======== EXCERPTED DATA
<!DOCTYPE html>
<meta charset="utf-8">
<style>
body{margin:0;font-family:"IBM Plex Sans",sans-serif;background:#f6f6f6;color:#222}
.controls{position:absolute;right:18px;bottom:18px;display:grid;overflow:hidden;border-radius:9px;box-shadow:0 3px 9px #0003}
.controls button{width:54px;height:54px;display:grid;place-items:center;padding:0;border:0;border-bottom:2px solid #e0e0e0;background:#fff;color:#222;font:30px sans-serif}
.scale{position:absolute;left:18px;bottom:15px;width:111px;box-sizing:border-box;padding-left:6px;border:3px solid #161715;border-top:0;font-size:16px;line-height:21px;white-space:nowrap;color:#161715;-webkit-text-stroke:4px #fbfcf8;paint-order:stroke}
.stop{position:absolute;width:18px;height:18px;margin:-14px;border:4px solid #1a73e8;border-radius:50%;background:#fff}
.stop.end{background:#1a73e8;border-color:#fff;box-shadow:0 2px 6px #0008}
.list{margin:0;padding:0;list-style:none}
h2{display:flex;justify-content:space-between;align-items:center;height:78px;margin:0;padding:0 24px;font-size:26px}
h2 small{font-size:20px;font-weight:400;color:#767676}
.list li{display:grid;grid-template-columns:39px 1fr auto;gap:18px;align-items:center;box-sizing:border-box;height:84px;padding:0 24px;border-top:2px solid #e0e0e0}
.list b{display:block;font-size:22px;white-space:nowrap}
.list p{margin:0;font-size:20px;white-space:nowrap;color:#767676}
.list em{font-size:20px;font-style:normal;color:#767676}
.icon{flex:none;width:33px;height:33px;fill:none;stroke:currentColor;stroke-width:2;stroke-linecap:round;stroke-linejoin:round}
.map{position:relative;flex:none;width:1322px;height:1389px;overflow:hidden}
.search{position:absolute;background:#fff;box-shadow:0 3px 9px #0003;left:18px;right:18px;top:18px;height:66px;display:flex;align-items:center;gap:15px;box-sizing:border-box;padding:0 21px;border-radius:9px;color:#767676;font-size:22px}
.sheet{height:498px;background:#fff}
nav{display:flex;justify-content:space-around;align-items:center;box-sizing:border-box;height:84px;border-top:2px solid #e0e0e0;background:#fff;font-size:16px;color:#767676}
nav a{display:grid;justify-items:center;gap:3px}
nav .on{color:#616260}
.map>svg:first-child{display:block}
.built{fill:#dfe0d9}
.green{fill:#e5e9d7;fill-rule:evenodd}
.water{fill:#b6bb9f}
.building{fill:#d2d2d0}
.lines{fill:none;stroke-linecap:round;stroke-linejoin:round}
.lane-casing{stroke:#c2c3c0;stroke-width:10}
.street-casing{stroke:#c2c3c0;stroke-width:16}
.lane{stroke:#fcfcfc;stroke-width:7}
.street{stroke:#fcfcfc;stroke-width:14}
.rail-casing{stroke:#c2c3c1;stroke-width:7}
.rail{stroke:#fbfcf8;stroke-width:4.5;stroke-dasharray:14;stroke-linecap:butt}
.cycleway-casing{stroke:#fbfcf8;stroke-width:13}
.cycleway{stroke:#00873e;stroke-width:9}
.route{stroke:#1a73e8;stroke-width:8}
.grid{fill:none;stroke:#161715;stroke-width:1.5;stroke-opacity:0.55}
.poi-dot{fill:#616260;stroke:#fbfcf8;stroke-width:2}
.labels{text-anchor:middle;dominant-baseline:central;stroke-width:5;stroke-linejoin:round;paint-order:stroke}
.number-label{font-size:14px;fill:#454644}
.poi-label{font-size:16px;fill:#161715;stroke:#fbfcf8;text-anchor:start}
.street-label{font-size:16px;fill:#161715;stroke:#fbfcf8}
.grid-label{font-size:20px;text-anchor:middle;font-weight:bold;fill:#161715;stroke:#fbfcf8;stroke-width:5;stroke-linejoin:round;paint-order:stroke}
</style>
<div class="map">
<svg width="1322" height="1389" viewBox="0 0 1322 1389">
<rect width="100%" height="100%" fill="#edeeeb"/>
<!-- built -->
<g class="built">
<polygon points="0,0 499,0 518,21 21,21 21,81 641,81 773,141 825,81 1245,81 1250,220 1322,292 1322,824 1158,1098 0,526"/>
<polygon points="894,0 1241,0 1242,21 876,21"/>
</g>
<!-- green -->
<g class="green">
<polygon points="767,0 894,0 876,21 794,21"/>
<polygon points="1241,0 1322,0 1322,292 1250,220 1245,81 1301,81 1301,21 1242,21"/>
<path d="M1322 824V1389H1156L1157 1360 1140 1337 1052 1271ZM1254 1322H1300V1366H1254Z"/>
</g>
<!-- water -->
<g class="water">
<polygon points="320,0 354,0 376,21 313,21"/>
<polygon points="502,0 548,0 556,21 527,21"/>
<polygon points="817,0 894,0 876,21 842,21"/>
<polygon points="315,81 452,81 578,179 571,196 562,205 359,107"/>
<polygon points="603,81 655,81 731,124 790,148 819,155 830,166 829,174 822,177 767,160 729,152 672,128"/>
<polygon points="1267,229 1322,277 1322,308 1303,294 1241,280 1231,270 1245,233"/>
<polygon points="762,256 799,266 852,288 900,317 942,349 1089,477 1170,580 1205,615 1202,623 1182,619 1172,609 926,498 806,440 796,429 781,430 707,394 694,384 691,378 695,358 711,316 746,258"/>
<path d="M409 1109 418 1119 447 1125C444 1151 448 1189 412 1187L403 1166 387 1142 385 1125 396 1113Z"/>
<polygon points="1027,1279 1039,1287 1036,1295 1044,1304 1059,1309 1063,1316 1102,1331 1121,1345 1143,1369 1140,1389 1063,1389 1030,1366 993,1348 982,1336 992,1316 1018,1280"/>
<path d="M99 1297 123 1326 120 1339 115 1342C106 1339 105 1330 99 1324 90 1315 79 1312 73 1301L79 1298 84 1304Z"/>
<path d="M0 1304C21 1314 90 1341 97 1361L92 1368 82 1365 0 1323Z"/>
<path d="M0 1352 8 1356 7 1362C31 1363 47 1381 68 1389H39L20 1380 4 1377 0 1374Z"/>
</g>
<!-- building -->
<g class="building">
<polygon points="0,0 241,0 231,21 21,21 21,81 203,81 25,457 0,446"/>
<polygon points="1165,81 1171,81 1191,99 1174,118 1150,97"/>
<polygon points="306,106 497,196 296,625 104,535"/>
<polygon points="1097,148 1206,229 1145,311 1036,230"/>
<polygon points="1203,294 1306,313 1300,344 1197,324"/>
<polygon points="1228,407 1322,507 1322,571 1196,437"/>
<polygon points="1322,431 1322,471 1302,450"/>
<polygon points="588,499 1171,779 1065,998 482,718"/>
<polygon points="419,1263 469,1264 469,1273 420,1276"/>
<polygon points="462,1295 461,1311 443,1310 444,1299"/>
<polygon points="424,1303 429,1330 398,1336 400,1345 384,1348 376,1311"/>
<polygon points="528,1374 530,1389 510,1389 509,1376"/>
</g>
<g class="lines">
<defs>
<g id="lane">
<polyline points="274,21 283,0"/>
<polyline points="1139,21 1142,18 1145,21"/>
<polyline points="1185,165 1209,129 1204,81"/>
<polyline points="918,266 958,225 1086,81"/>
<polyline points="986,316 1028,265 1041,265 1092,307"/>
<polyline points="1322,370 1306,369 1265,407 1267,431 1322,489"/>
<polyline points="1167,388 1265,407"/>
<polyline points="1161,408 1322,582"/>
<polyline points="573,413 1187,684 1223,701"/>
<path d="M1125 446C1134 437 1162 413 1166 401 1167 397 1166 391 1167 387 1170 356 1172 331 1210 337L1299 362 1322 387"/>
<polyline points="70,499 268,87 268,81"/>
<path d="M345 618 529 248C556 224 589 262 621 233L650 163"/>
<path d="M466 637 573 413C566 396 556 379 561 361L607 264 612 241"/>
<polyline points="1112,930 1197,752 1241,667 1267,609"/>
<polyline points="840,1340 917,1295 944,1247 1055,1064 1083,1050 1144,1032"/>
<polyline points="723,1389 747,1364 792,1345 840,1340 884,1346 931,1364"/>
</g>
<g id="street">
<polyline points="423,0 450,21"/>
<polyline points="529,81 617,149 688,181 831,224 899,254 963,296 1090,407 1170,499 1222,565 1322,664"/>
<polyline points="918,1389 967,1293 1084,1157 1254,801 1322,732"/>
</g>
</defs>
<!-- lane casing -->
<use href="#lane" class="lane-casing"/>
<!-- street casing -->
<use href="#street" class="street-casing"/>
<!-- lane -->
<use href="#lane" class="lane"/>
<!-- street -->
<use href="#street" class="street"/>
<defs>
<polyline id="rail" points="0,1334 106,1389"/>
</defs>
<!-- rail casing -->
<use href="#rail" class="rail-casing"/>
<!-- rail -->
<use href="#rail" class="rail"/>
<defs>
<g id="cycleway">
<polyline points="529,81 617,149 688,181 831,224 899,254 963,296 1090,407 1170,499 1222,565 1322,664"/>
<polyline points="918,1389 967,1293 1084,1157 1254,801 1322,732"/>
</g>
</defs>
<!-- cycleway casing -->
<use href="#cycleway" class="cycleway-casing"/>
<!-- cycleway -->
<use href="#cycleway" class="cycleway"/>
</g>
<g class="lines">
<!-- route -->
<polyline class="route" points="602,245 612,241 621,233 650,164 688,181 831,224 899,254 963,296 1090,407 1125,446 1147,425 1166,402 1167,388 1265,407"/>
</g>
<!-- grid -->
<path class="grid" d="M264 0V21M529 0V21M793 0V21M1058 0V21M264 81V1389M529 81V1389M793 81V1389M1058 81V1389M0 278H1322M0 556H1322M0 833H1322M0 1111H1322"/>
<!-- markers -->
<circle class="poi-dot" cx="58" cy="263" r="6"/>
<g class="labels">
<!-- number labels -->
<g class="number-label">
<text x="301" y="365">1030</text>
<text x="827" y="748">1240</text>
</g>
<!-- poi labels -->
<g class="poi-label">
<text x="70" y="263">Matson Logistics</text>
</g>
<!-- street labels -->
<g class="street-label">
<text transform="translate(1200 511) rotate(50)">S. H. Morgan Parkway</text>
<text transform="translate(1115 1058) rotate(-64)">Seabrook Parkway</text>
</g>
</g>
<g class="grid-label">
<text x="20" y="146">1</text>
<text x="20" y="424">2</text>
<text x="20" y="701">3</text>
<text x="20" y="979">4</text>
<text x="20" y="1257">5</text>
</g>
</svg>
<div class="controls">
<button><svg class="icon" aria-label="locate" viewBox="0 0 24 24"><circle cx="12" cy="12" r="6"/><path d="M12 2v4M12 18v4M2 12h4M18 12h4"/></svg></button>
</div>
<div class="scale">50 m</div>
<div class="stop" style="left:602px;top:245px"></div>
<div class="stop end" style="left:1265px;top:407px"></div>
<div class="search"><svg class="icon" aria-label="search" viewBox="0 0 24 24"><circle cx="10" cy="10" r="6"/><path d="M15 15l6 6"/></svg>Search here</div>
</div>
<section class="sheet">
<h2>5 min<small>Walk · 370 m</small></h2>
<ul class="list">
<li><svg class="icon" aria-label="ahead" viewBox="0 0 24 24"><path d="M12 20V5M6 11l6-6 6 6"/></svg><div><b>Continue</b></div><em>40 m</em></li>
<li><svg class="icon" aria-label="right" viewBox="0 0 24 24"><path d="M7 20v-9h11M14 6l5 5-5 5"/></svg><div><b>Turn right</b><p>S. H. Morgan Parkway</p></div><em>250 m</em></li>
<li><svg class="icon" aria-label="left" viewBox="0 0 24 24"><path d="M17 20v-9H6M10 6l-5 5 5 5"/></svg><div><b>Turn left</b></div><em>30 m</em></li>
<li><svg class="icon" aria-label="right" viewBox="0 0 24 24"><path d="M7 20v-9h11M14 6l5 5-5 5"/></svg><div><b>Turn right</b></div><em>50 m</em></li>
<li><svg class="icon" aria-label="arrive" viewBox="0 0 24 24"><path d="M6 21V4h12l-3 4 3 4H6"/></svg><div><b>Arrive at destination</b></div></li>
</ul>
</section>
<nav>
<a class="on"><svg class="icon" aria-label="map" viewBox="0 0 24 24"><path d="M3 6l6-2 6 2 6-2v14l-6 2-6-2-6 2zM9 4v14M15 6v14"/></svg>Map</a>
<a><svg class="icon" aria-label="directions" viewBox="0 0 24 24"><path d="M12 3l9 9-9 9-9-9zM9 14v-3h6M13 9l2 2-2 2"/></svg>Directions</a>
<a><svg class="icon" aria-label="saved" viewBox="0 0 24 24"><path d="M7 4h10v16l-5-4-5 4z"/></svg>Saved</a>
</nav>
================
INSTRUCTIONS TO FOLLOW -
Lines that include the word "built" — how many are there in the data? Answer with the number alone.

ANSWER BELOW -
3